My sister made a dive at me, and fished me up by the hair, saying

nothing more than the awful words, "You come along and be dosed."

Some medical beast had revived Tar-water in those days as a fine

medicine, and Mrs. Joe always kept a supply of it in the cupboard;

having a belief in its virtues correspondent to its nastiness. At the

best of times, so much of this elixir was administered to me as a choice

restorative, that I was conscious of going about, smelling like a new

fence. On this particular evening the urgency of my case demanded a

pint of this mixture, which was poured down my throat, for my greater

comfort, while Mrs. Joe held my head under her arm, as a boot would

be held in a bootjack. Joe got off with half a pint; but was made to

swallow that (much to his disturbance, as he sat slowly munching and

meditating before the fire), "because he had had a turn." Judging from

myself, I should say he certainly had a turn afterwards, if he had had

none before.

Conscience is a dreadful thing when it accuses man or boy; but when, in

the case of a boy, that secret burden co-operates with another secret

burden down the leg of his trousers, it is (as I can testify) a great

punishment. The guilty knowledge that I was going to rob Mrs. Joe--I

never thought I was going to rob Joe, for I never thought of any of the

housekeeping property as his--united to the necessity of always keeping

one hand on my bread and butter as I sat, or when I was ordered about

the kitchen on any small errand, almost drove me out of my mind. Then,

as the marsh winds made the fire glow and flare, I thought I heard the

voice outside, of the man with the iron on his leg who had sworn me to

secrecy, declaring that he couldn't and wouldn't starve until to-morrow,

but must be fed now. At other times, I thought, What if the young man

who was with so much difficulty restrained from imbruing his hands in me

should yield to a constitutional impatience, or should mistake the time,

and should think himself accredited to my heart and liver to-night,

instead of to-morrow! If ever anybody's hair stood on end with terror,

mine must have done so then. But, perhaps, nobody's ever did?
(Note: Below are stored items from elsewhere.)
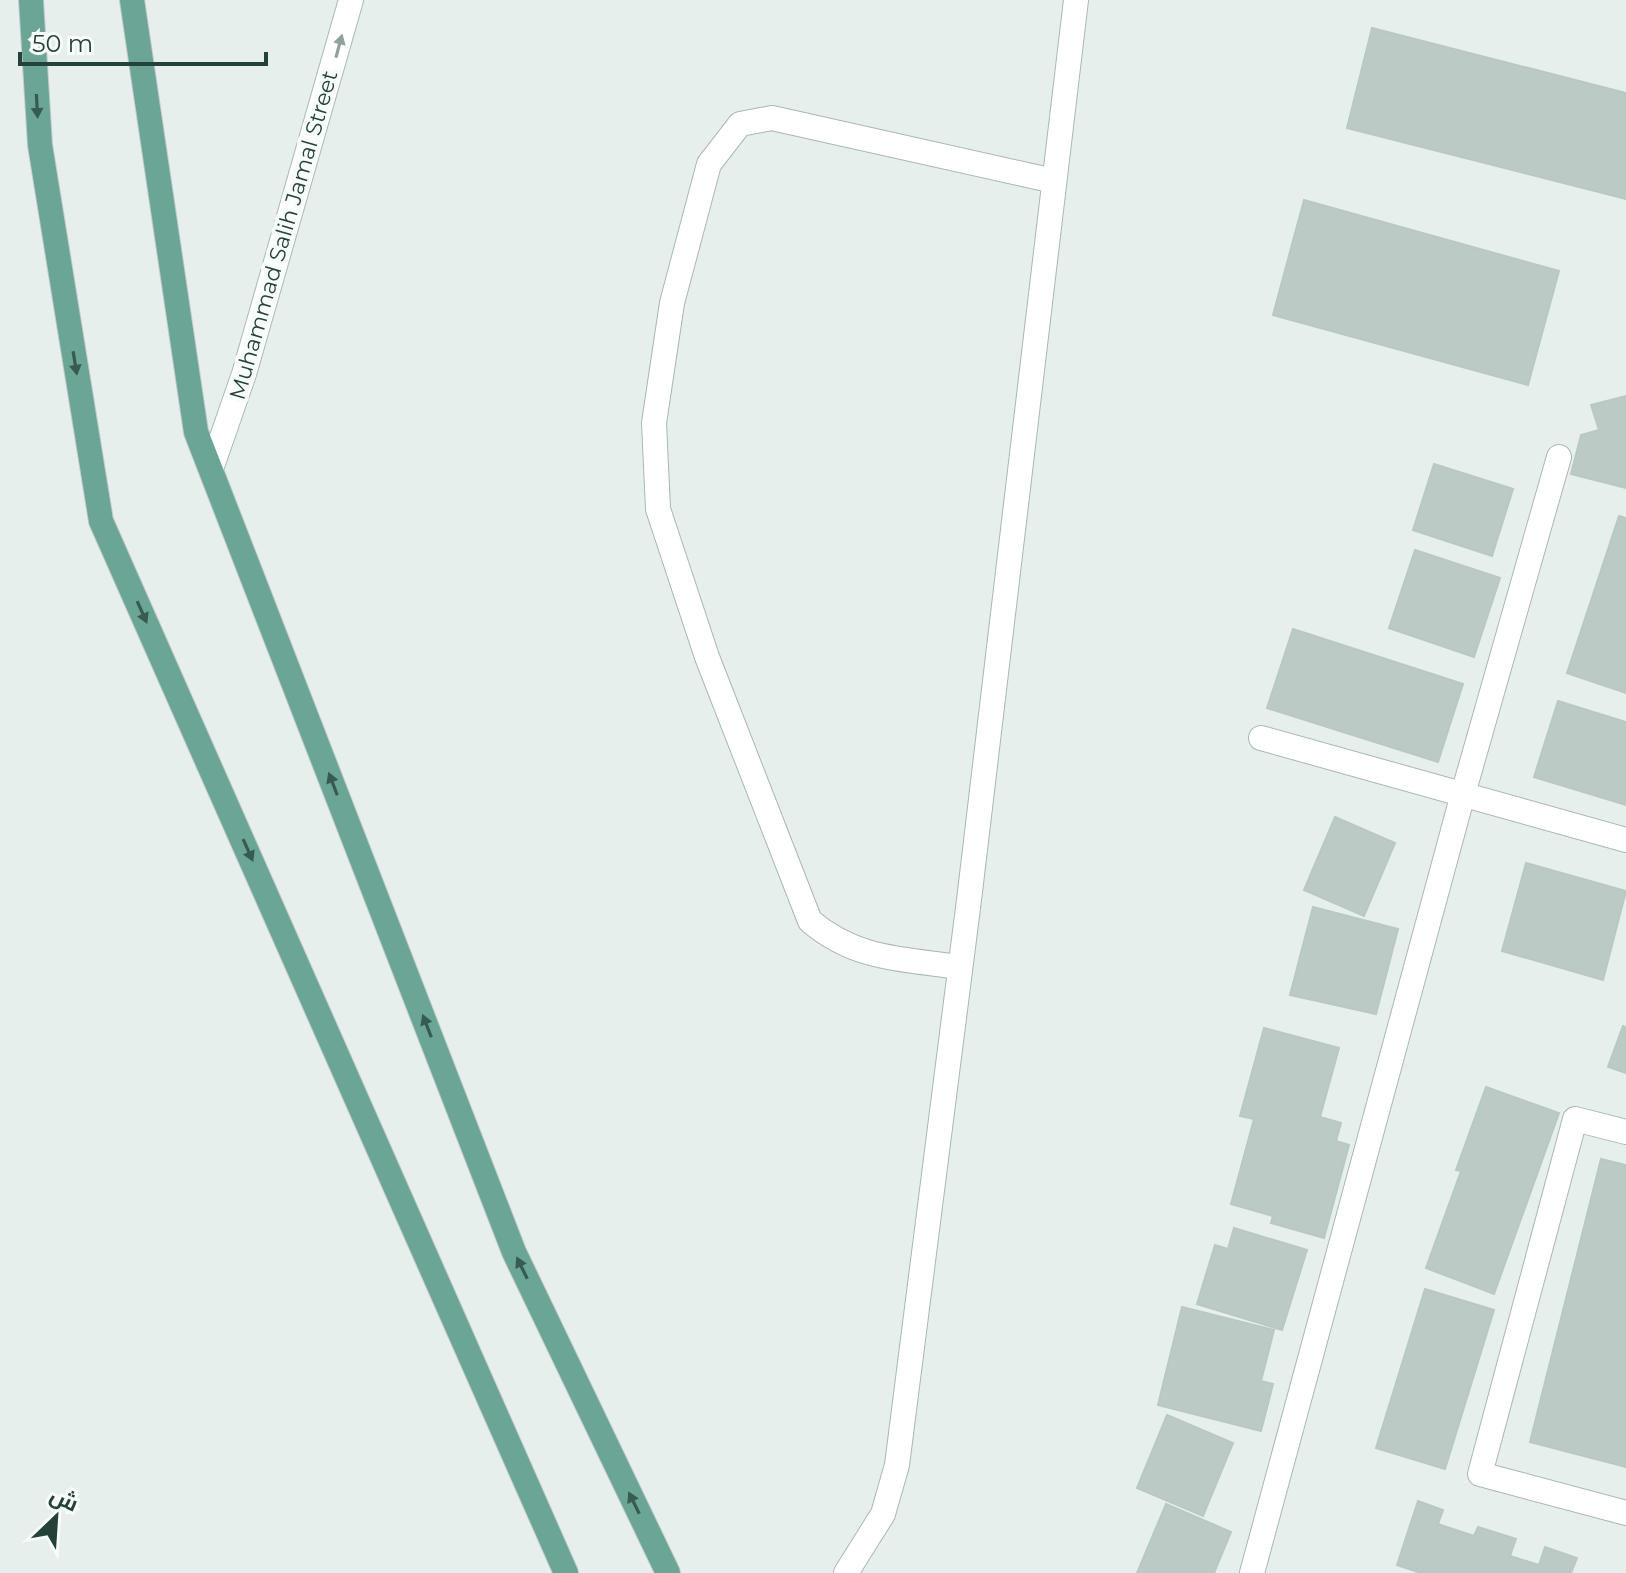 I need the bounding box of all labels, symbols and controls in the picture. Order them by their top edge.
scale bar [20,16,266,66]
text: 50 m [32,29,93,58]
one-way arrow [333,33,345,58]
street label: Muhammad Salih Jamal Street [223,67,344,403]
one-way arrow [31,94,44,119]
one-way arrow [70,351,82,376]
one-way arrow [135,600,149,624]
one-way arrow [326,772,339,796]
one-way arrow [241,838,254,861]
one-way arrow [420,1014,433,1038]
one-way arrow [515,1257,529,1280]
north arrow [16,1477,96,1557]
text: ش [46,1481,83,1518]
one-way arrow [628,1491,641,1514]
It was Christmas Eve, and I had to stir the pudding for next day, with

a copper-stick, from seven to eight by the Dutch clock. I tried it with

the load upon my leg (and that made me think afresh of the man with the

load on his leg), and found the tendency of exercise to bring the bread

and butter out at my ankle, quite unmanageable. Happily I slipped away,

and deposited that part of my conscience in my garret bedroom.